# Any expats in el paraiso



## markbrin1984 (Feb 5, 2013)

Hello

Can anyone give advice on the area of el paraiso near estepona?


----------



## mrypg9 (Apr 26, 2008)

markbrin1984 said:


> Hello
> 
> Can anyone give advice on the area of el paraiso near estepona?


If you mean the urb. 'El Paraiso' just on the Marbella/Estepona 'border', yes, I know it well. I live near there and have friends with houses there.

Yes, there are British immigrants there but not too many. It's a very pleasant, middle-class area, nothing like the usual stereotypical images of the CdS. It's a thirty-minute walk/ten minute drive from the beach and has a good mix of property types.

No way could it be described as 'Little Britain'.


----------



## jimenato (Nov 21, 2009)

I wonder if Mary and I know the same El Paraiso...

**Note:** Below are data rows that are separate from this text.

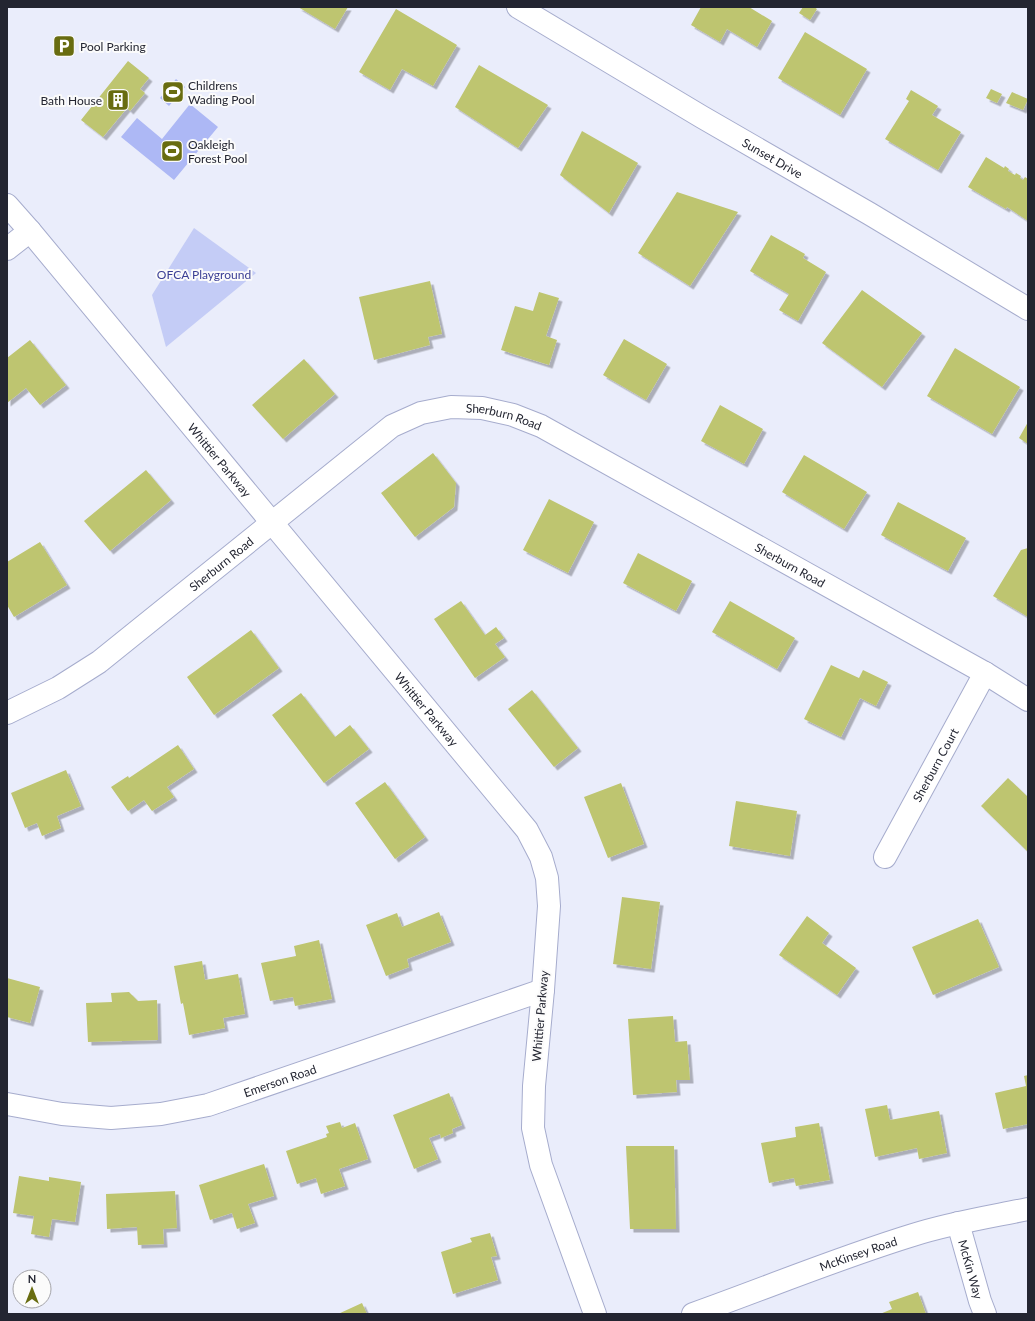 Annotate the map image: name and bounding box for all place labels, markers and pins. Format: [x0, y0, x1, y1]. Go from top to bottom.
parking icon: Pool Parking [51, 33, 77, 59]
place label: Pool Parking [80, 39, 146, 54]
place label: Childrens Wading Pool [188, 78, 255, 107]
sports icon: Childrens Wading Pool [160, 79, 186, 105]
building icon: Bath House [105, 87, 131, 113]
place label: Bath House [40, 93, 102, 108]
place label: Oakleigh Forest Pool [188, 137, 247, 166]
sports icon: Oakleigh Forest Pool [159, 138, 185, 164]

As far as I am aware it comprises everything from El Paraiso Golf to the coast and includes the area of bars and restaurants known as Benavista. It is a large area which has varied housing including large villas with pools to small townhouses. It straddles the N340. Benavista is known locally as Little England and has such establishments as Rooftops Sports Bar, The Queen Vic, Bernies Golf Bar and Grumbles Karaoke Bar and Restaurant. 

I rather like it.

Here are some Google Maps images ...

Google Maps

Google Maps


----------



## markbrin1984 (Feb 5, 2013)

Hello

Thanks for the info.


----------



## jimenato (Nov 21, 2009)

In case I wasn't clear, I consider much of El Paraiso to be very nice indeed.


----------



## mrypg9 (Apr 26, 2008)

I didn't realise it stretched that far... I only know the part where our friends live, with the big houses near the golf club where my son sometimes plays when he comes....that's how I know it.
I don't like Benavista which really is 'Little Britain'.


----------